Look for "Boulevard<br>&amp; 126th Place</span>" in the records below, then copy that line and every line after it, exactly and with nothing added.

- Opening Delimiter -

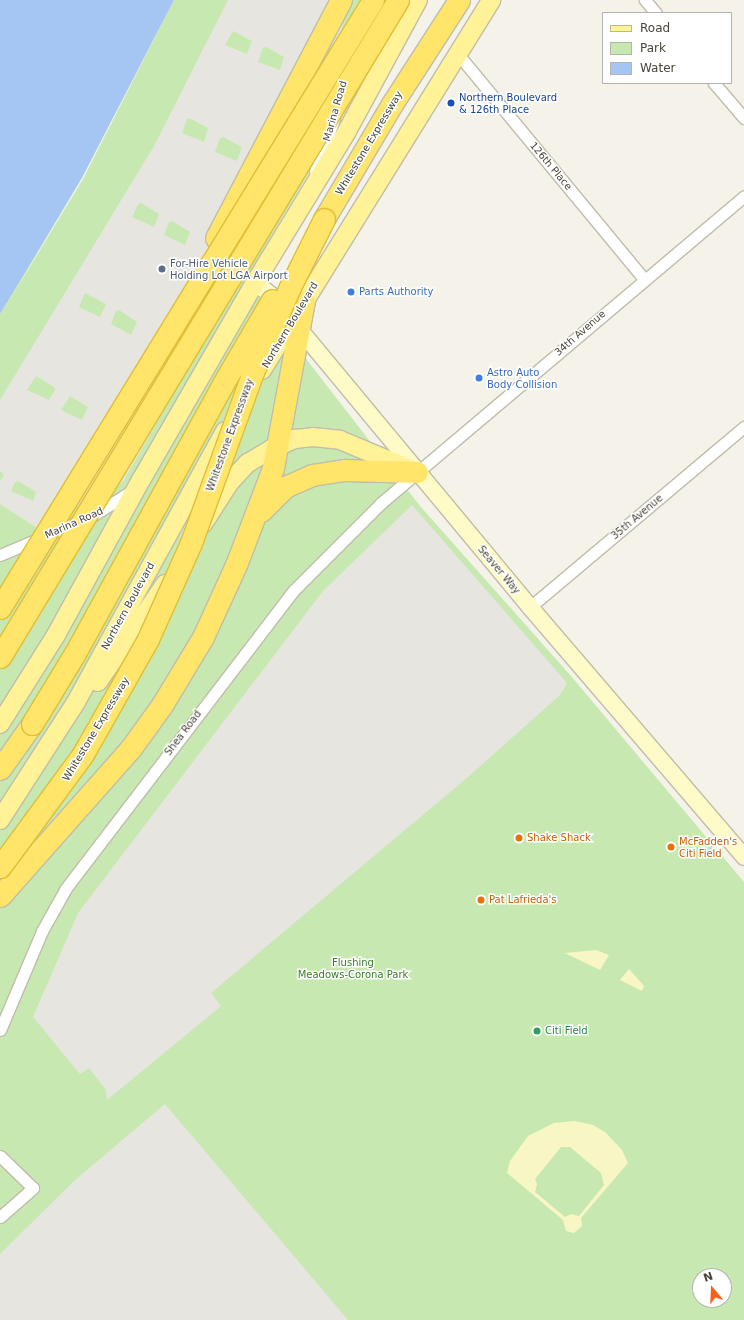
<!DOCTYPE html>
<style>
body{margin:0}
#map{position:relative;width:744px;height:1320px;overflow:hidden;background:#f5f3e9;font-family:"DejaVu Sans",sans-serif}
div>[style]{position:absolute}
.green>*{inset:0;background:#c7e9b1}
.sand>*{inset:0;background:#f9f6c5}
.parking>*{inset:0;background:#e6e5e0}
.water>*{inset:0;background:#a5c6f2}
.pier>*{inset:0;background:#f5f3e9}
.roads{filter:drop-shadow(1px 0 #c0bdab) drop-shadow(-1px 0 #c0bdab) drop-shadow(0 1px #c0bdab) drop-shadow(0 -1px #c0bdab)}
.minor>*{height:11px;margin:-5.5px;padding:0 5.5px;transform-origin:5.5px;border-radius:5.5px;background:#fff}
.secondary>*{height:16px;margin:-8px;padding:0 8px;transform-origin:8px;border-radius:8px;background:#fffbc8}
.primary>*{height:18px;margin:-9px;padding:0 9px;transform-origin:9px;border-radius:9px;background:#fff297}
.motorway>*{height:21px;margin:-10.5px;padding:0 10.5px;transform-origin:10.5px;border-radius:10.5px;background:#ffe569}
.bridges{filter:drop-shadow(1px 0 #e0be37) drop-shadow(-1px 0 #e0be37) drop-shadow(0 1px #e0be37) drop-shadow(0 -1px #e0be37)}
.motorway-bridge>*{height:21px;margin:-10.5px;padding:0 10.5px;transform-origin:10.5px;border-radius:10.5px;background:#ffe569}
.dots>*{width:11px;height:11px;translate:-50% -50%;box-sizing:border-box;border:2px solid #fff;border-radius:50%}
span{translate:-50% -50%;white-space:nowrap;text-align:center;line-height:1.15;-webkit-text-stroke:3px #fff;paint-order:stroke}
.transit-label{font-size:10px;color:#164399}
.left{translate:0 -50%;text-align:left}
.street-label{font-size:10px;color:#484437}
.service-label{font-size:10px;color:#4e5e75}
.shop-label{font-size:10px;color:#366cbe}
.food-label{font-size:10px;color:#c56008}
.park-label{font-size:10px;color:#3a7c28}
.leisure-label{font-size:10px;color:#27864d}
.legend{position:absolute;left:602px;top:12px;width:130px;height:72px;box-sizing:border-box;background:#fff;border:1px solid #b6b4af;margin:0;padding:5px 7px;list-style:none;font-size:12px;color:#484437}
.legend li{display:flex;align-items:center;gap:8px;height:20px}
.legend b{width:20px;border:1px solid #b6b4af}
.north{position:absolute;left:692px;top:1268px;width:40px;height:40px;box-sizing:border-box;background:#fff;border:1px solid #b6b4af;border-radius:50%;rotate:341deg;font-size:11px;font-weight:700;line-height:16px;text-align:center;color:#484437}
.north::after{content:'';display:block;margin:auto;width:14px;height:18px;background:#fd5f17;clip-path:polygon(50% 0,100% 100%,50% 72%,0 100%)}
</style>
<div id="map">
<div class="green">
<i style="clip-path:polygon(evenodd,174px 0,406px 0,384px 33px,355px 96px,245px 280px,420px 506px,571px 676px,744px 882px,744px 1320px,0 1320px,0 314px,174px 0,700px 1276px,724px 1276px,724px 1300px,700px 1300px,700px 1276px)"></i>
</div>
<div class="sand">
<i style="clip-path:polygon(596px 950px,609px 955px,600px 970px,565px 953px)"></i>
<i style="clip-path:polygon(629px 969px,644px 986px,642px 991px,620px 980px)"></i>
<i style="clip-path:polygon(evenodd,575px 1121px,593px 1125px,605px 1132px,622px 1150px,628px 1163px,581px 1218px,582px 1226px,574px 1233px,566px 1231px,563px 1220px,507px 1173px,510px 1161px,528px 1136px,554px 1123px,575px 1121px,561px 1147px,570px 1147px,601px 1173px,604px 1185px,579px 1216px,571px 1214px,565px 1217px,535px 1192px,537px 1184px,535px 1179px,561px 1147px)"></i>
</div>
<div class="parking">
<i style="clip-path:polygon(evenodd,228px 0,348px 0,317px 143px,124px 480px,107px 497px,84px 510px,59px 497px,40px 530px,0 504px,0 481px,4px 475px,0 471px,0 400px,154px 146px,228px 0,233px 31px,252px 41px,247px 54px,225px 45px,233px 31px,228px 0,266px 47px,284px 57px,280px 70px,258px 62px,263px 48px,266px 47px,228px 0,189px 118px,208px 128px,204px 142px,182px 133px,187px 119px,189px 118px,228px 0,223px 137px,242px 147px,237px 161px,215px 152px,220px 138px,223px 137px,228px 0,141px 203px,159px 214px,154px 227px,132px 217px,138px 204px,141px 203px,228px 0,172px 221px,190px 232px,185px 245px,164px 235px,169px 222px,172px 221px,228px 0,85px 293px,106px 304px,100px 317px,79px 307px,85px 293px,228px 0,119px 310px,137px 322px,131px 335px,111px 324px,116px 311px,119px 310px,228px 0,36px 376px,54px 387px,55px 390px,49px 400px,27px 390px,36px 376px,228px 0,70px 396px,88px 407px,82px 420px,61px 410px,70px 396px,228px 0,18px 481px,36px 492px,33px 501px,11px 491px,15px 482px,18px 481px)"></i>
<i style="clip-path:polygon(412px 505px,567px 683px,560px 695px,468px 777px,211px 993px,221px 1006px,107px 1100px,106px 1090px,89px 1068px,80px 1074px,33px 1017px,78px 913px,323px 591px)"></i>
<i style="clip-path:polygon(165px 1104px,348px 1320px,0 1320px,0 1254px,75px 1180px)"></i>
</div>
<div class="water">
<i style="clip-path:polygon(0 0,174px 0,82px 178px,0 314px)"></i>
</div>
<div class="pier">
<i style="clip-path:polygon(174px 0,83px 179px,0 316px,82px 178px)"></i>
</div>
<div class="roads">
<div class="minor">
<i style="left:645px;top:0;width:17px;rotate:50deg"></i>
<i style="left:457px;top:53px;width:293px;rotate:50.4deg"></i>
<i style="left:714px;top:83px;width:46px;rotate:49.4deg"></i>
<i style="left:315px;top:171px;width:55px;rotate:-69.9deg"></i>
<i style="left:0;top:555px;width:100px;rotate:-23deg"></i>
<i style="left:92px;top:516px;width:45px;rotate:-32.3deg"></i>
<i style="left:530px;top:607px;width:280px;rotate:-40.1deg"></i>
<i style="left:0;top:1030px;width:108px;rotate:-67deg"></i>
<i style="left:42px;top:931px;width:49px;rotate:-60.8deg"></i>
<i style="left:66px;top:888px;width:375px;rotate:-52.6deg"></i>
<i style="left:294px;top:590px;width:123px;rotate:-45deg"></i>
<i style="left:381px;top:503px;width:475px;rotate:-40.2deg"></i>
<i style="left:0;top:1156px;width:46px;rotate:44.1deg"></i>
<i style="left:33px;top:1188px;width:44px;rotate:138.7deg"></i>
</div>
<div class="secondary">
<i style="left:253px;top:286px;width:8px;rotate:7deg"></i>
<i style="left:261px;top:287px;width:13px;rotate:39deg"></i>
<i style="left:271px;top:295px;width:405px;rotate:50.3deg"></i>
<i style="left:530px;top:607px;width:329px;rotate:49.4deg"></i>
</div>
<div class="primary">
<i style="left:262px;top:370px;width:435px;rotate:-58.2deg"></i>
<i style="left:203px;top:524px;width:50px;rotate:-57.3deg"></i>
<i style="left:230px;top:482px;width:26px;rotate:-47deg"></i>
<i style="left:248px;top:463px;width:27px;rotate:-31deg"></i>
<i style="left:271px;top:449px;width:26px;rotate:-23deg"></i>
<i style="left:295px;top:439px;width:18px;rotate:-6deg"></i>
<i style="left:313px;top:437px;width:27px;rotate:6deg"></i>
<i style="left:340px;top:440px;width:80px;rotate:22.7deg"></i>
<i style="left:98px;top:682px;width:119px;rotate:-55.6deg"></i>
<i style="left:0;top:724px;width:105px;rotate:-57.8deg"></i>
<i style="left:56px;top:635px;width:177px;rotate:-61.3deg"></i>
<i style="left:141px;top:480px;width:224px;rotate:-60deg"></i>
<i style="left:253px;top:286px;width:179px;rotate:-58.7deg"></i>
<i style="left:346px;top:133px;width:151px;rotate:-61.6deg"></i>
<i style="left:0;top:820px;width:140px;rotate:-57.2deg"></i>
<i style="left:76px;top:702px;width:309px;rotate:-61.2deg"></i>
</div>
<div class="motorway">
<i style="left:324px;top:219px;width:134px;rotate:-59.4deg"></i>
<i style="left:392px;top:104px;width:124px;rotate:-57.2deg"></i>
<i style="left:216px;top:238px;width:269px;rotate:-62.3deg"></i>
<i style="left:261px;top:511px;width:34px;rotate:-45deg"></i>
<i style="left:285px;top:487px;width:30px;rotate:-24deg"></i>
<i style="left:312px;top:475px;width:33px;rotate:-9deg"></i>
<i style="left:345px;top:470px;width:72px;rotate:1.6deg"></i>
<i style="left:0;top:769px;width:55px;rotate:-54.6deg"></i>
<i style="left:0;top:896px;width:198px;rotate:-48.5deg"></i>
<i style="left:131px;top:748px;width:53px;rotate:-54.2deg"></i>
<i style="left:162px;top:705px;width:79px;rotate:-58.9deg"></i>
<i style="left:203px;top:637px;width:79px;rotate:-65.4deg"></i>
<i style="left:236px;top:565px;width:104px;rotate:-69.1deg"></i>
<i style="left:273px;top:468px;width:170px;rotate:-79.5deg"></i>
</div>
</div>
<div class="bridges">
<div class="motorway-bridge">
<i style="left:0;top:608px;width:713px;rotate:-58.47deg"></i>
<i style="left:0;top:657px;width:768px;rotate:-58.79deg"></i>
<i style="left:32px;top:724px;width:81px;rotate:-58.7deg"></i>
<i style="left:74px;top:655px;width:317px;rotate:-61.2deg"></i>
<i style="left:227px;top:377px;width:89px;rotate:-59.7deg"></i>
<i style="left:0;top:867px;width:140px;rotate:-53.7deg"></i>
<i style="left:83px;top:754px;width:132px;rotate:-60.5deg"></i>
<i style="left:148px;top:639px;width:105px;rotate:-65.9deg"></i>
<i style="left:191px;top:543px;width:182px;rotate:-70.1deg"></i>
<i style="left:253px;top:372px;width:93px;rotate:-66.5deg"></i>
<i style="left:290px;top:287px;width:76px;rotate:-63.4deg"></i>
</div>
</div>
<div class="dots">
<i style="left:451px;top:103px;background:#1a4fb4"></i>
<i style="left:162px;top:269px;background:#5c6f8a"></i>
<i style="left:351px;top:292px;background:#3f7fe0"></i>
<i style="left:479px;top:378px;background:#3f7fe0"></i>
<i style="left:519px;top:838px;background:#e8710a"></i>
<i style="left:671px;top:847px;background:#e8710a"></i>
<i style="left:481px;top:900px;background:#e8710a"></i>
<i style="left:537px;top:1031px;background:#2e9e5b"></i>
</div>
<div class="transit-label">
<span class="left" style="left:459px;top:103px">Northern Boulevard<br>&amp; 126th Place</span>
</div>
<div class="street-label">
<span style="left:335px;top:111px;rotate:-74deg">Marina Road</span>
<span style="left:369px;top:143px;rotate:-59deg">Whitestone Expressway</span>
<span style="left:551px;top:166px;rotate:50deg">126th Place</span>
<span style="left:290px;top:325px;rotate:-59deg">Northern Boulevard</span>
<span style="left:580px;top:333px;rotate:-41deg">34th Avenue</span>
<span style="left:230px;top:435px;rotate:-70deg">Whitestone Expressway</span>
<span style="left:637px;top:517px;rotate:-40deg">35th Avenue</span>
<span style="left:74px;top:523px;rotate:-24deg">Marina Road</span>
<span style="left:499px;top:570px;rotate:50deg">Seaver Way</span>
<span style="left:128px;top:606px;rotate:-61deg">Northern Boulevard</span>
<span style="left:96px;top:729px;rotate:-59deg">Whitestone Expressway</span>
<span style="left:183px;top:733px;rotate:-53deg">Shea Road</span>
</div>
<div class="service-label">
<span class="left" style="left:170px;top:269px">For-Hire Vehicle<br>Holding Lot LGA Airport</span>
</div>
<div class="shop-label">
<span class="left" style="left:359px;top:292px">Parts Authority</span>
<span class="left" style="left:487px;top:378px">Astro Auto<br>Body Collision</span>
</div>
<div class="food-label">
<span class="left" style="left:527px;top:838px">Shake Shack</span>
<span class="left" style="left:679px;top:847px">McFadden's<br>Citi Field</span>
<span class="left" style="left:489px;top:900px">Pat Lafrieda's</span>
</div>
<div class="park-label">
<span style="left:353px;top:968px">Flushing<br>Meadows-Corona Park</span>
</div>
<div class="leisure-label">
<span class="left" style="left:545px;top:1031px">Citi Field</span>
</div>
<ul class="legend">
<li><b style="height:5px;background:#fff297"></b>Road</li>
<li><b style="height:11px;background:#c7e9b1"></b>Park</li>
<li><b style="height:11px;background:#a5c6f2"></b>Water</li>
</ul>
<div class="north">N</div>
</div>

- Closing Delimiter -

**Completed task**
<span class="left" style="left:459px;top:103px">Northern Boulevard<br>&amp; 126th Place</span>
</div>
<div class="street-label">
<span style="left:335px;top:111px;rotate:-74deg">Marina Road</span>
<span style="left:369px;top:143px;rotate:-59deg">Whitestone Expressway</span>
<span style="left:551px;top:166px;rotate:50deg">126th Place</span>
<span style="left:290px;top:325px;rotate:-59deg">Northern Boulevard</span>
<span style="left:580px;top:333px;rotate:-41deg">34th Avenue</span>
<span style="left:230px;top:435px;rotate:-70deg">Whitestone Expressway</span>
<span style="left:637px;top:517px;rotate:-40deg">35th Avenue</span>
<span style="left:74px;top:523px;rotate:-24deg">Marina Road</span>
<span style="left:499px;top:570px;rotate:50deg">Seaver Way</span>
<span style="left:128px;top:606px;rotate:-61deg">Northern Boulevard</span>
<span style="left:96px;top:729px;rotate:-59deg">Whitestone Expressway</span>
<span style="left:183px;top:733px;rotate:-53deg">Shea Road</span>
</div>
<div class="service-label">
<span class="left" style="left:170px;top:269px">For-Hire Vehicle<br>Holding Lot LGA Airport</span>
</div>
<div class="shop-label">
<span class="left" style="left:359px;top:292px">Parts Authority</span>
<span class="left" style="left:487px;top:378px">Astro Auto<br>Body Collision</span>
</div>
<div class="food-label">
<span class="left" style="left:527px;top:838px">Shake Shack</span>
<span class="left" style="left:679px;top:847px">McFadden's<br>Citi Field</span>
<span class="left" style="left:489px;top:900px">Pat Lafrieda's</span>
</div>
<div class="park-label">
<span style="left:353px;top:968px">Flushing<br>Meadows-Corona Park</span>
</div>
<div class="leisure-label">
<span class="left" style="left:545px;top:1031px">Citi Field</span>
</div>
<ul class="legend">
<li><b style="height:5px;background:#fff297"></b>Road</li>
<li><b style="height:11px;background:#c7e9b1"></b>Park</li>
<li><b style="height:11px;background:#a5c6f2"></b>Water</li>
</ul>
<div class="north">N</div>
</div>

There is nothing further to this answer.